O instituto Wentworth para jovens prodígios, fundado em 1898, era bastante conceituado entre as famílias tradicionais de Kellerman. Lá oferecia-se uma educação convencional, de acordo com o código de moral e ética aceitável pelos cidadãos de bem. O lema da escola era "Amadurecimento através do aprendizado" e a direção orgulhava-se de formar a nata da sociedade de Kellerman. Políticos, juízes, empresários, seu sucesso era obviamente advindo de Wentworth, e não do dinheiro e poder das abastadas famílias. Os Davenport, Abbot, Miller, Harrington e tantos outros sobrenomes de prestígio que não se acanhavam em acenar seus milhões no nariz de quem quer que fosse. Porém Wentworth também abrigava alguns alunos sem nome ou posse. "Casos de caridade", como eram chamados pela diretora Moody. Afinal de contas, o nome do instituto não fora construído apenas com dinheiro, mas outrossim com um bom princípio cristão. O próprio prefeito James Abbot e o delegado Charles Mapother eram orgulhosos ex alunos da instituição. 

No muro externo da construção, que mais lembrava uma fortaleza medieval, estavam esculpidas as 150 regras da escola, que ano após ano eram repetidas pelos alunos durante as aulas de educação moral e cívica. Seu hino, uma epítome da moral e dos bons costumes, era cantado toda semana, às segundas-feiras, dando início às aulas. Um lembrete constante de onde aqueles jovens se encontravam.

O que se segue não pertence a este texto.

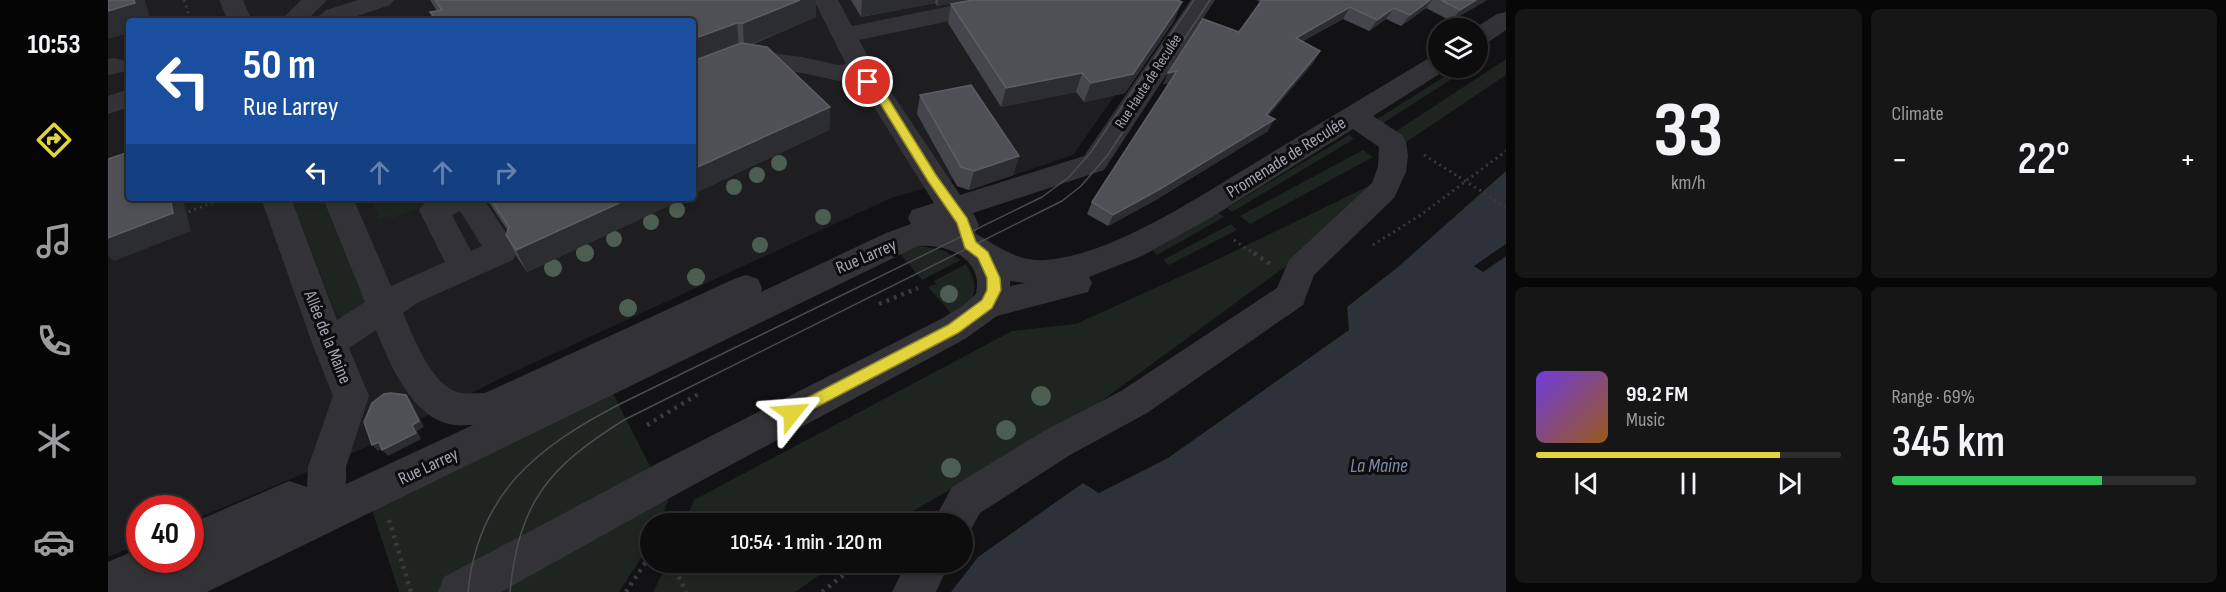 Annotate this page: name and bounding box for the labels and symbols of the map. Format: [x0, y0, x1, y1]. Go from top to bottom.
street label: Rue Haute de Reculée [1111, 31, 1186, 132]
pin [842, 56, 893, 107]
street label: Promenade de Reculée [1223, 112, 1350, 202]
street label: Rue Larrey [833, 234, 900, 279]
street label: Allée de la Maine [299, 287, 356, 387]
position arrow [760, 381, 824, 445]
street label: Rue Larrey [395, 443, 462, 489]
water label: La Maine [1350, 454, 1408, 478]
speed limit sign: 40 [126, 495, 204, 573] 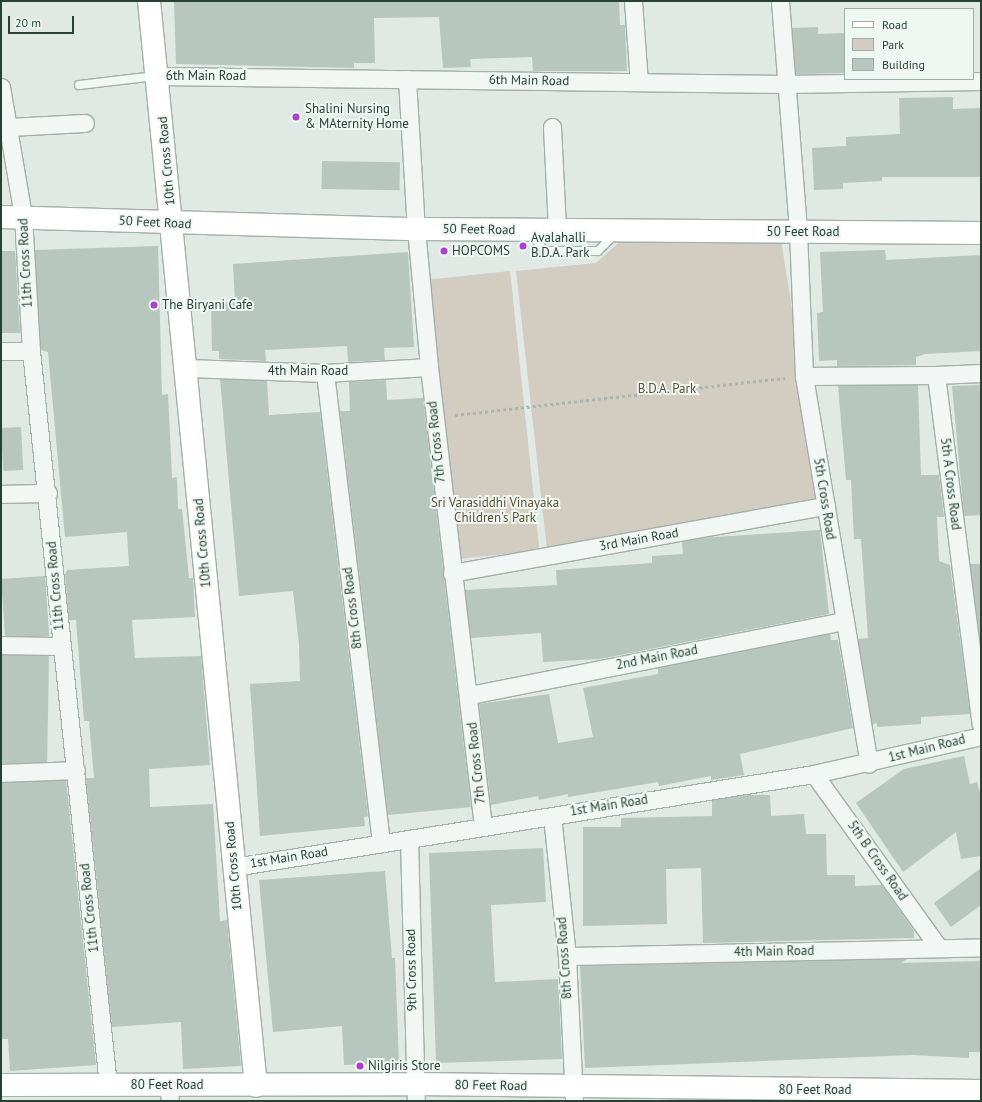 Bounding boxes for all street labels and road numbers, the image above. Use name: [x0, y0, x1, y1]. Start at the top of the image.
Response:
street label: 6th Main Road: [166, 68, 246, 84]
street label: 6th Main Road: [489, 72, 569, 90]
street label: 10th Cross Road: [155, 116, 179, 206]
street label: 50 Feet Road: [118, 213, 192, 233]
street label: 11th Cross Road: [16, 218, 36, 308]
street label: 50 Feet Road: [442, 222, 516, 238]
street label: 50 Feet Road: [767, 224, 839, 240]
street label: 4th Main Road: [268, 363, 348, 379]
street label: 7th Cross Road: [425, 400, 449, 484]
street label: 5th A Cross Road: [937, 437, 963, 531]
street label: 5th Cross Road: [810, 457, 838, 541]
street label: 10th Cross Road: [191, 498, 215, 588]
street label: 3rd Main Road: [598, 525, 680, 555]
street label: 11th Cross Road: [44, 541, 68, 631]
street label: 8th Cross Road: [340, 566, 366, 650]
street label: 2nd Main Road: [615, 642, 699, 674]
street label: 7th Cross Road: [465, 721, 489, 805]
street label: 1st Main Road: [887, 732, 967, 766]
street label: 1st Main Road: [569, 792, 649, 820]
street label: 5th B Cross Road: [844, 818, 910, 904]
street label: 10th Cross Road: [222, 821, 246, 911]
street label: 1st Main Road: [249, 844, 329, 872]
street label: 11th Cross Road: [78, 863, 102, 953]
street label: 8th Cross Road: [554, 916, 576, 1000]
street label: 9th Cross Road: [403, 929, 421, 1011]
street label: 4th Main Road: [734, 943, 814, 961]
street label: 80 Feet Road: [131, 1077, 203, 1093]
street label: 80 Feet Road: [454, 1078, 528, 1094]
street label: 80 Feet Road: [779, 1082, 851, 1098]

Embora o lugar fosse mantido impecavelmente limpo e organizado, via-se que os tempos áureos eram coisa do passado. O piso de pedra estava gasto, as portas de madeira maciça viram dias melhores e a pintura das paredes estava descascada. As luminárias antigas não eram suficientes para iluminar os corredores, cujo aspecto austero lembrava um cenário de filme de suspense. Tal afirmação seria facilmente corroborada pelos alunos, embora a entrada no Instituto Wentworth significasse indubitavelmente o fim de todo e qualquer prazer cinematográfico. E se filmes eram proibidos porque poderiam deturpar as tenras mentes e predicados em formação, celulares, computadores, tablets também eram banidos. Em termos tecnológicos, o Instituto Wentworth havia estagnado praticamente no ano de sua fundação. Se alguém quisesse evitar escrever à mão, recorreria à sala de datilografia. Em caso de cópias serem necessárias, havia um mimeógrafo que deixava a sala cheirando a álcool.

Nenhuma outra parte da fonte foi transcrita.